BEGIN

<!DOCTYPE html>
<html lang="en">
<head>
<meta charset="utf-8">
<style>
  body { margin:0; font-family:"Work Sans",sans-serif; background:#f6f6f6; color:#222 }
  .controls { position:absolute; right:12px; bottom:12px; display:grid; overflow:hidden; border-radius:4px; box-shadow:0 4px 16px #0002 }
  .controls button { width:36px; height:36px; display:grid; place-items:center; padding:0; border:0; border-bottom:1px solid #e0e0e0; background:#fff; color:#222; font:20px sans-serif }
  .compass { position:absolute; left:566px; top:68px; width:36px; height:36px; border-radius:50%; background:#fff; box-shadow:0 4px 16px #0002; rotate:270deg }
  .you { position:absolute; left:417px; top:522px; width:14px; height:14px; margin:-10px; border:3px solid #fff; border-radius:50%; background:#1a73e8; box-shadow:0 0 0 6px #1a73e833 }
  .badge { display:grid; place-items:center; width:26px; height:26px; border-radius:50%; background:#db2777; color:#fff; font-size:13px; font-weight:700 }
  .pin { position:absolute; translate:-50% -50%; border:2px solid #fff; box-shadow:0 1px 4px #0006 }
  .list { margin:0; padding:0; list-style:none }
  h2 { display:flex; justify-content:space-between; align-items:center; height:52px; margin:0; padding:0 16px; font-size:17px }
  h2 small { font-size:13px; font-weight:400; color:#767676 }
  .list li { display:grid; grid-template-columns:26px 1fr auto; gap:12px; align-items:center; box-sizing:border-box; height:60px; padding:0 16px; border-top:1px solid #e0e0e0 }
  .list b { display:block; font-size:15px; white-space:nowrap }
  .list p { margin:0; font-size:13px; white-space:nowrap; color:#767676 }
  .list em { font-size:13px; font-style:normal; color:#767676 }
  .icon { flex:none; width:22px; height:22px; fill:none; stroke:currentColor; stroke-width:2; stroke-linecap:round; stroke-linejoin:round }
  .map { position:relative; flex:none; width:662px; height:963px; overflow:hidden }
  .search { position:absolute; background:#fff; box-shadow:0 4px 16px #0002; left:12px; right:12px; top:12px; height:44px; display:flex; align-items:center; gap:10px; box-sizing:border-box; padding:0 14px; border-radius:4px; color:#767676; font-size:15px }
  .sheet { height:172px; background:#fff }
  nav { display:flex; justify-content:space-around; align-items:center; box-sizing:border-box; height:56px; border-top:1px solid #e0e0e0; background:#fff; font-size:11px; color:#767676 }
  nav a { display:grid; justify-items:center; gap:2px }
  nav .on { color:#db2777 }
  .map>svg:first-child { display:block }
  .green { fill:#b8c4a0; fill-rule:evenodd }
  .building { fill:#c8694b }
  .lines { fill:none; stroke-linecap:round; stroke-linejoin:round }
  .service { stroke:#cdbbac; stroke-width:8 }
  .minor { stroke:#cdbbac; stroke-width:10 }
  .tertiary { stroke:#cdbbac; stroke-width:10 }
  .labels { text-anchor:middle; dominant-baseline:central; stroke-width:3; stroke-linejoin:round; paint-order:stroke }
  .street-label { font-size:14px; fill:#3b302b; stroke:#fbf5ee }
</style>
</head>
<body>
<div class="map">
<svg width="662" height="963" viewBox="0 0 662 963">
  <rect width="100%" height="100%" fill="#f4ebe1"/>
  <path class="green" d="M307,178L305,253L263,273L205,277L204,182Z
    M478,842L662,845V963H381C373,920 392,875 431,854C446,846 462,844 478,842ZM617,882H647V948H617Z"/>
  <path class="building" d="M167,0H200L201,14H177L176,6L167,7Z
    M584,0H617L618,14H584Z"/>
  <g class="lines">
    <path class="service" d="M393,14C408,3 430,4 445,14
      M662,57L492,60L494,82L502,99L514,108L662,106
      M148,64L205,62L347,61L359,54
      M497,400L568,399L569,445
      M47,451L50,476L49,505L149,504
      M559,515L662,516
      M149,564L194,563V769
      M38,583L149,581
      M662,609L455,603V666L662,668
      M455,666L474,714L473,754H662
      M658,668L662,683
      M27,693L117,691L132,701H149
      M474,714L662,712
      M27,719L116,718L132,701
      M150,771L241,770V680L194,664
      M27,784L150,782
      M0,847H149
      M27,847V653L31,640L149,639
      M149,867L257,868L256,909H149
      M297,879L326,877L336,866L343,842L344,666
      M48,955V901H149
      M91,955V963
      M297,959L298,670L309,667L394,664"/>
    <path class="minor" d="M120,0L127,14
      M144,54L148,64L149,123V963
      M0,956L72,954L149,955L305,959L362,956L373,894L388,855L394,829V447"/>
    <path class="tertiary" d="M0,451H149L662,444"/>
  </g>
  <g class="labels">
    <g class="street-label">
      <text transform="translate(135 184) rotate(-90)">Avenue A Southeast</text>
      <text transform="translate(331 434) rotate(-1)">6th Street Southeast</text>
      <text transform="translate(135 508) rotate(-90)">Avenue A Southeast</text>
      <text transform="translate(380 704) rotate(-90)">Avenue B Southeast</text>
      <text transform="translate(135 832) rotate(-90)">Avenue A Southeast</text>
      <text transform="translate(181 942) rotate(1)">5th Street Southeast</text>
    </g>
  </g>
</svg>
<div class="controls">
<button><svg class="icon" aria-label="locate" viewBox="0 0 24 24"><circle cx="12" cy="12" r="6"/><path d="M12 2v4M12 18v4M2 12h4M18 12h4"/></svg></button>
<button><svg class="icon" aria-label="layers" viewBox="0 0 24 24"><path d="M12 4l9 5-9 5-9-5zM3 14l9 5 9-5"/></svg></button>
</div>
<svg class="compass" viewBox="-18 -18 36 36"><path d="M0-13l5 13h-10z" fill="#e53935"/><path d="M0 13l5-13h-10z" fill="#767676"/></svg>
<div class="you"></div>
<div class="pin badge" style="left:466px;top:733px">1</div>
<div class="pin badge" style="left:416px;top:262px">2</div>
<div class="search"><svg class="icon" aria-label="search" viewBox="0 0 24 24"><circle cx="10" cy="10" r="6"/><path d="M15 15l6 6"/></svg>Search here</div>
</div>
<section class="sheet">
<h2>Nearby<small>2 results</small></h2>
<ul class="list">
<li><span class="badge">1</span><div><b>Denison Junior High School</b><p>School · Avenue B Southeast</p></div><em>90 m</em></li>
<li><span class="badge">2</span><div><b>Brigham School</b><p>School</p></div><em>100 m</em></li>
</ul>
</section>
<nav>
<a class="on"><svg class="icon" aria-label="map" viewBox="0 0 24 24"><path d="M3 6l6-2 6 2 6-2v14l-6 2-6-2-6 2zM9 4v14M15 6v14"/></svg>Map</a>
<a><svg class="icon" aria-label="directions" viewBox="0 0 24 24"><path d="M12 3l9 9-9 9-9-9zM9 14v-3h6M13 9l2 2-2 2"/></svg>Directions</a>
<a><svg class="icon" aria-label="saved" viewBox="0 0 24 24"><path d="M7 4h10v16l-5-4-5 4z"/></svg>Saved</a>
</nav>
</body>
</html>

END

§ Required work:
The lines running from the start of the data through the one that contains "position:absolute; right:12px; bottom:12px;" should be reproduced exactly, and only those.

§ Output below:
<!DOCTYPE html>
<html lang="en">
<head>
<meta charset="utf-8">
<style>
  body { margin:0; font-family:"Work Sans",sans-serif; background:#f6f6f6; color:#222 }
  .controls { position:absolute; right:12px; bottom:12px; display:grid; overflow:hidden; border-radius:4px; box-shadow:0 4px 16px #0002 }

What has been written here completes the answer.